[Collected data]
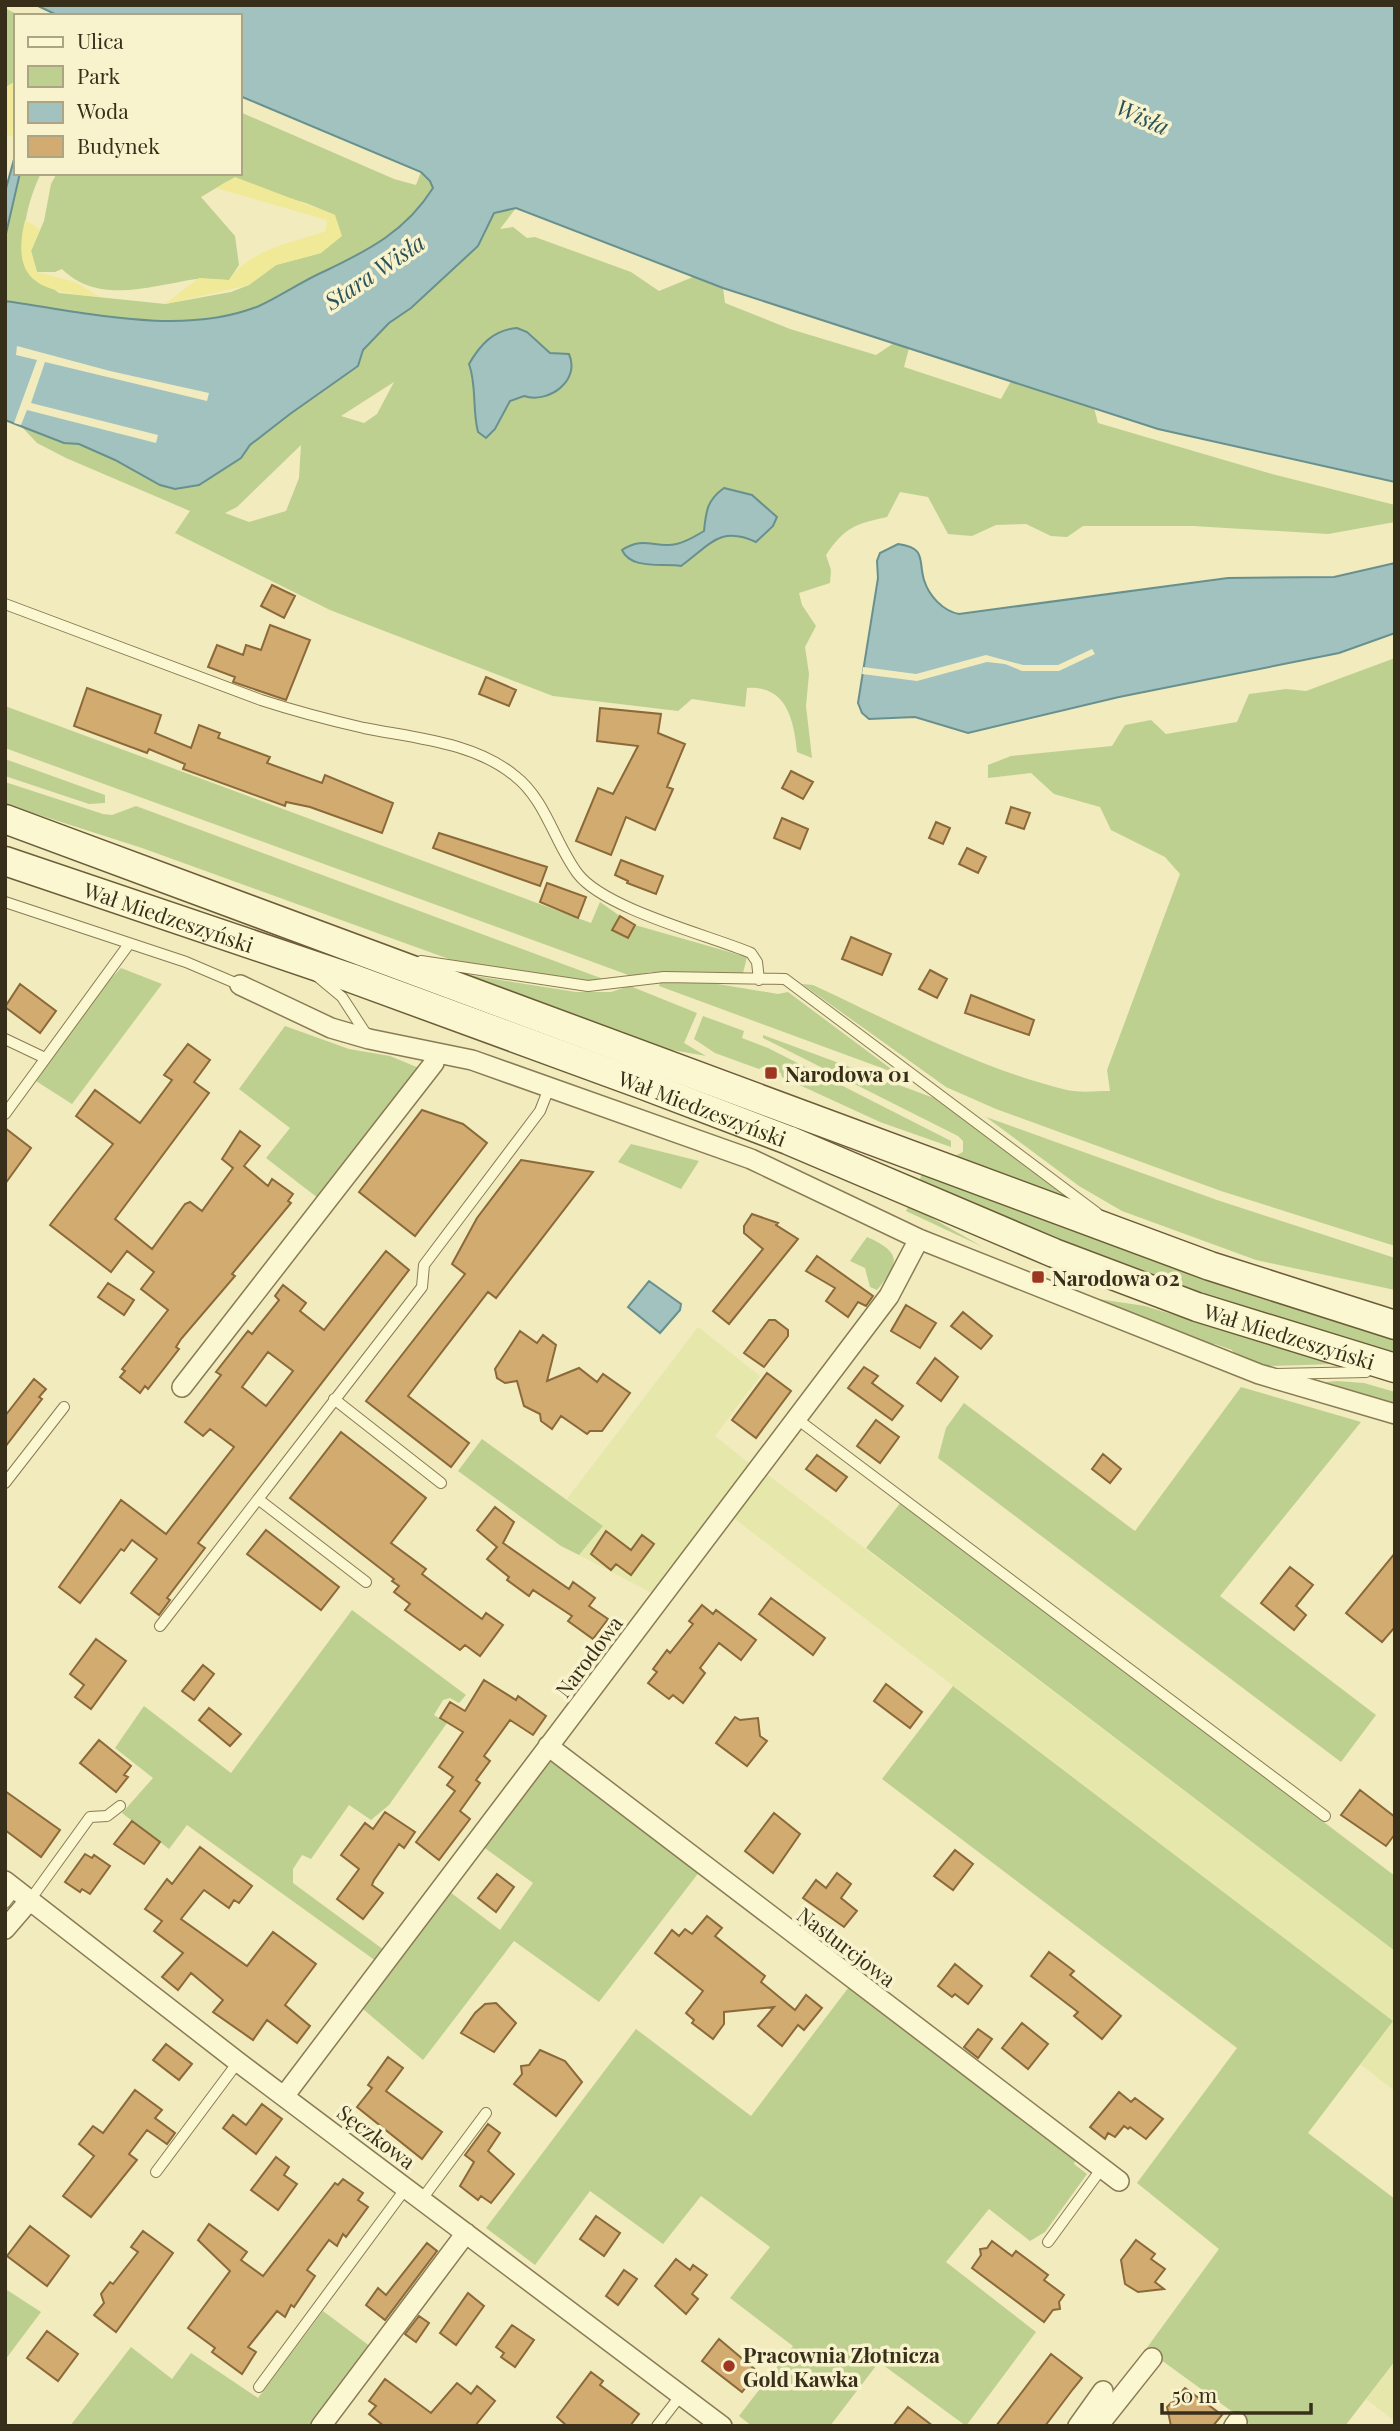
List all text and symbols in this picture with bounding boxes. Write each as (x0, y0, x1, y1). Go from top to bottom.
legend (14, 14, 242, 175)
text: Ulica (77, 26, 124, 54)
text: Park (77, 61, 121, 89)
water label: Wisła (1111, 91, 1175, 141)
text: Woda (76, 96, 129, 124)
text: Budynek (77, 131, 160, 159)
water label: Stara Wisła (317, 226, 430, 317)
street label: Wał Miedzeszyński (79, 874, 257, 958)
place label: Narodowa 01 (785, 1059, 910, 1087)
street label: Wał Miedzeszyński (614, 1063, 790, 1152)
marker: Narodowa 01 (763, 1065, 779, 1081)
place label: Narodowa 02 (1052, 1263, 1180, 1291)
marker: Narodowa 02 (1030, 1269, 1046, 1285)
street label: Wał Miedzeszyński (1200, 1296, 1378, 1375)
street label: Narodowa (548, 1609, 628, 1702)
street label: Nasturcjowa (792, 1900, 902, 1993)
street label: Sęczkowa (332, 2097, 422, 2175)
place label: Pracownia Złotnicza Gold Kawka (743, 2340, 940, 2392)
marker: Pracownia Złotnicza Gold Kawka (721, 2358, 737, 2374)
scale bar (1162, 2372, 1311, 2416)
text: 50 m (1172, 2380, 1218, 2408)

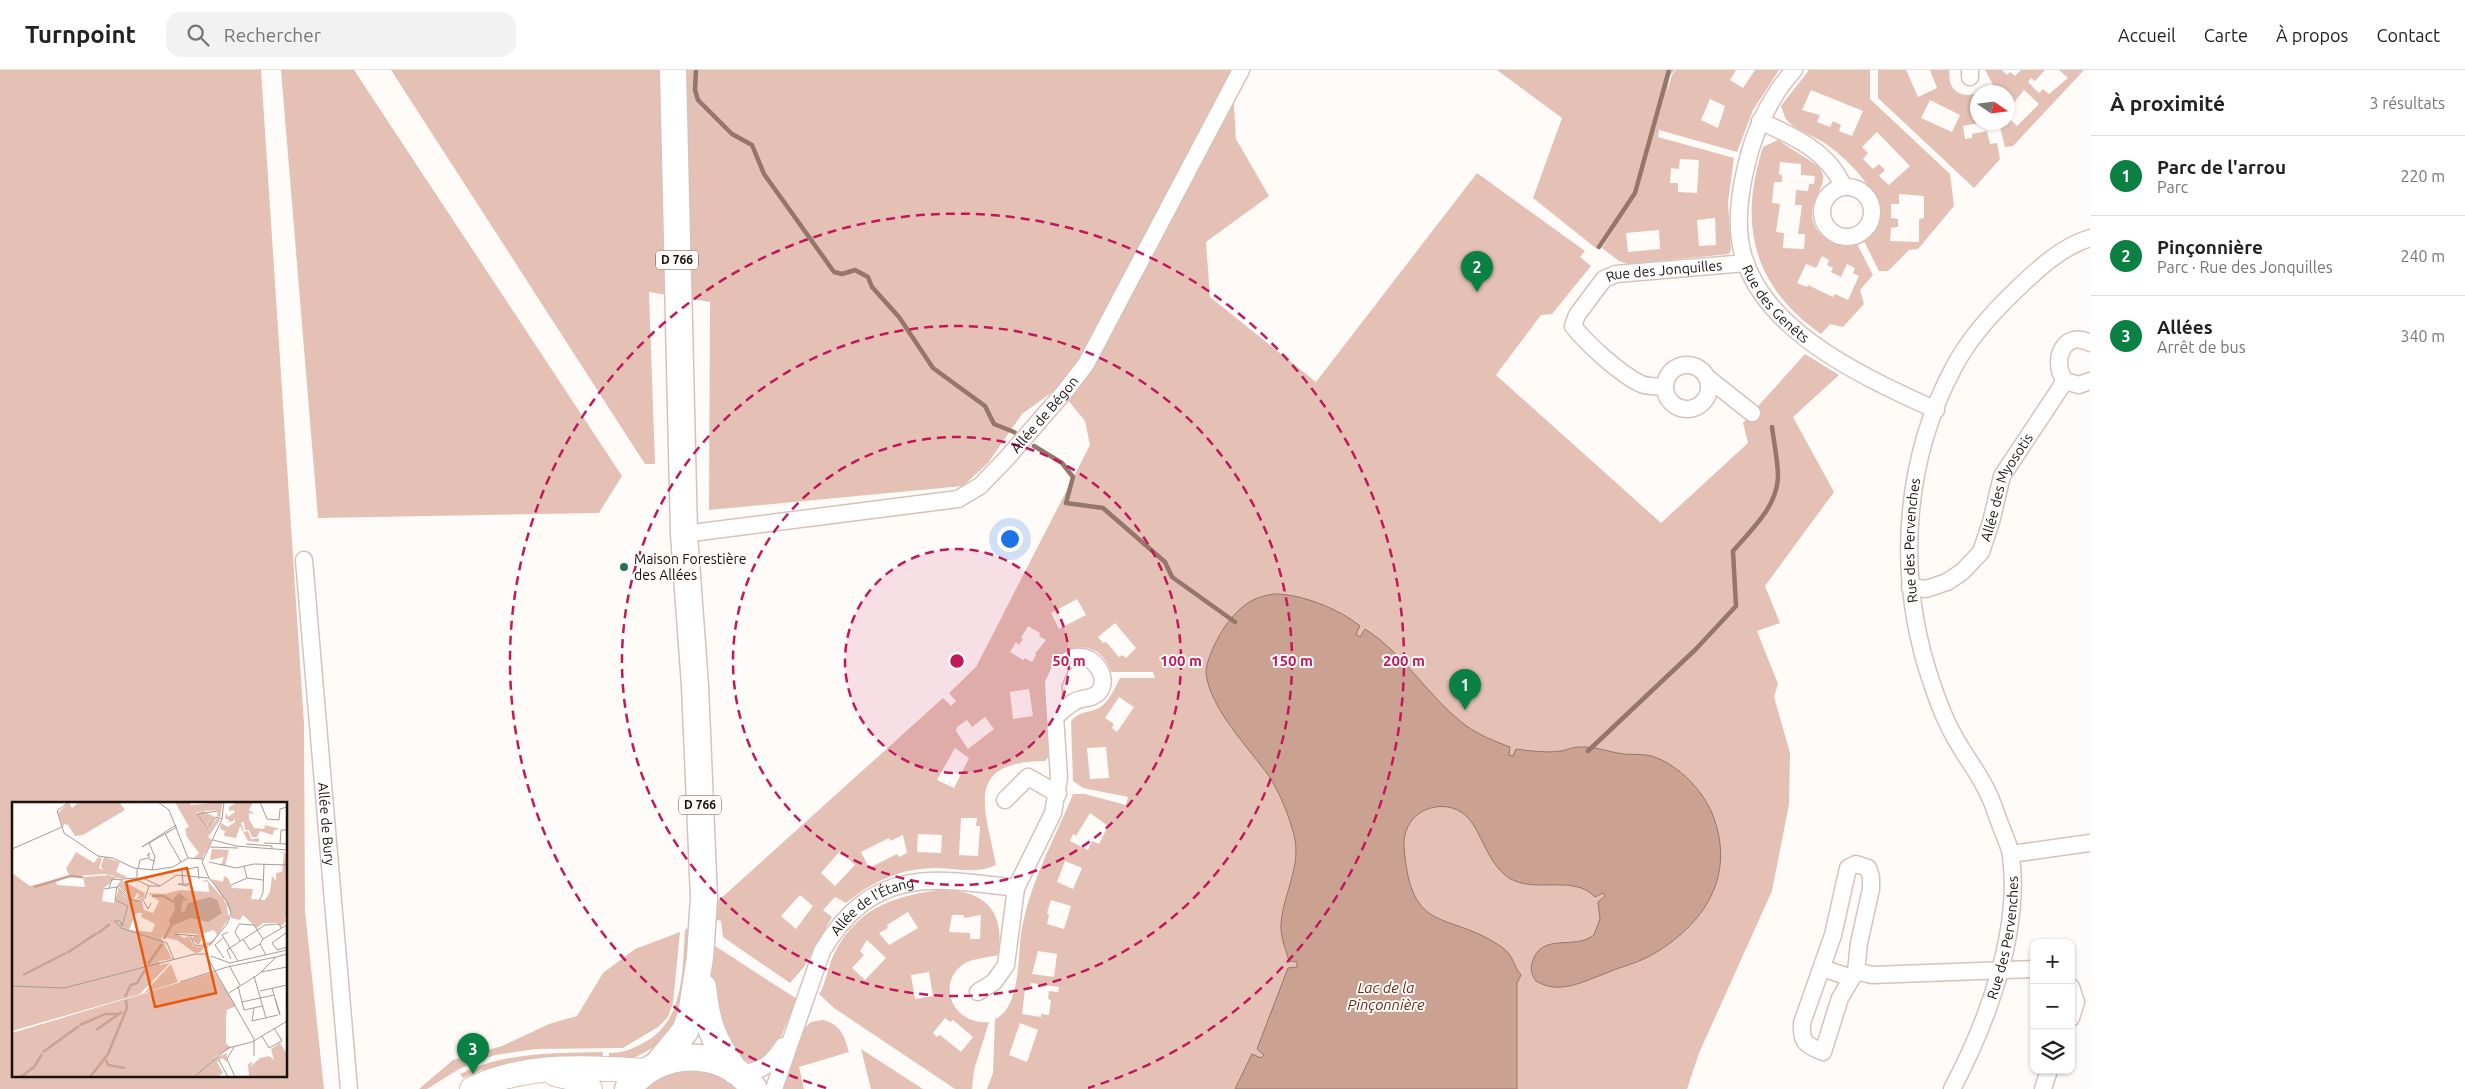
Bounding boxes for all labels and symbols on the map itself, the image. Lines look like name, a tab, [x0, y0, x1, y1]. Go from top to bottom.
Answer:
north arrow	[1970, 85, 2015, 130]
road number: D 766	[656, 250, 698, 270]
pin: 2	[1461, 251, 1493, 292]
street label: Rue des Jonquilles	[1603, 257, 1723, 285]
street label: Rue des Genêts	[1739, 262, 1812, 346]
street label: Allée de Bégon	[1007, 373, 1081, 456]
street label: Allée des Myosotis	[1977, 430, 2036, 543]
street label: Rue des Pervenches	[1901, 477, 1923, 604]
your location	[997, 526, 1023, 552]
place label: Maison Forestière des Allées	[634, 551, 747, 583]
marker: Maison Forestière des Allées	[618, 561, 630, 573]
centre of rings	[948, 652, 966, 670]
text: 50 m	[1052, 652, 1086, 669]
text: 100 m	[1160, 652, 1202, 669]
text: 150 m	[1271, 652, 1313, 669]
text: 200 m	[1383, 652, 1425, 669]
pin: 1	[1449, 669, 1481, 710]
street label: Allée de Bury	[315, 782, 338, 867]
road number: D 766	[679, 796, 721, 814]
inset map	[12, 802, 288, 1076]
street label: Allée de l'Étang	[827, 875, 915, 938]
street label: Rue des Pervenches	[1984, 876, 2021, 1001]
water label: Lac de la Pinçonnière	[1347, 979, 1425, 1013]
pin: 3	[457, 1033, 489, 1074]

### What is required
Please retype all the entries word for word, omitting the pictures.

### Solution for this exercise
List all text and symbols in this picture with bounding boxes. Write each as (x0, y0, x1, y1). Go from top to bottom.
legend (14, 14, 242, 175)
text: Ulica (77, 26, 124, 54)
text: Park (77, 61, 121, 89)
water label: Wisła (1111, 91, 1175, 141)
text: Woda (76, 96, 129, 124)
text: Budynek (77, 131, 160, 159)
water label: Stara Wisła (317, 226, 430, 317)
street label: Wał Miedzeszyński (79, 874, 257, 958)
place label: Narodowa 01 (785, 1059, 910, 1087)
street label: Wał Miedzeszyński (614, 1063, 790, 1152)
marker: Narodowa 01 (763, 1065, 779, 1081)
place label: Narodowa 02 (1052, 1263, 1180, 1291)
marker: Narodowa 02 (1030, 1269, 1046, 1285)
street label: Wał Miedzeszyński (1200, 1296, 1378, 1375)
street label: Narodowa (548, 1609, 628, 1702)
street label: Nasturcjowa (792, 1900, 902, 1993)
street label: Sęczkowa (332, 2097, 422, 2175)
place label: Pracownia Złotnicza Gold Kawka (743, 2340, 940, 2392)
marker: Pracownia Złotnicza Gold Kawka (721, 2358, 737, 2374)
scale bar (1162, 2372, 1311, 2416)
text: 50 m (1172, 2380, 1218, 2408)

Bounding boxes for all labels and symbols on the map itself, the image. Lines look like name, a tab, [x0, y0, x1, y1]. Go from top to bottom.
Answer:
north arrow	[1970, 85, 2015, 130]
road number: D 766	[656, 250, 698, 270]
pin: 2	[1461, 251, 1493, 292]
street label: Rue des Jonquilles	[1603, 257, 1723, 285]
street label: Rue des Genêts	[1739, 262, 1812, 346]
street label: Allée de Bégon	[1007, 373, 1081, 456]
street label: Allée des Myosotis	[1977, 430, 2036, 543]
street label: Rue des Pervenches	[1901, 477, 1923, 604]
your location	[997, 526, 1023, 552]
place label: Maison Forestière des Allées	[634, 551, 747, 583]
marker: Maison Forestière des Allées	[618, 561, 630, 573]
centre of rings	[948, 652, 966, 670]
text: 50 m	[1052, 652, 1086, 669]
text: 100 m	[1160, 652, 1202, 669]
text: 150 m	[1271, 652, 1313, 669]
text: 200 m	[1383, 652, 1425, 669]
pin: 1	[1449, 669, 1481, 710]
street label: Allée de Bury	[315, 782, 338, 867]
road number: D 766	[679, 796, 721, 814]
inset map	[12, 802, 288, 1076]
street label: Allée de l'Étang	[827, 875, 915, 938]
street label: Rue des Pervenches	[1984, 876, 2021, 1001]
water label: Lac de la Pinçonnière	[1347, 979, 1425, 1013]
pin: 3	[457, 1033, 489, 1074]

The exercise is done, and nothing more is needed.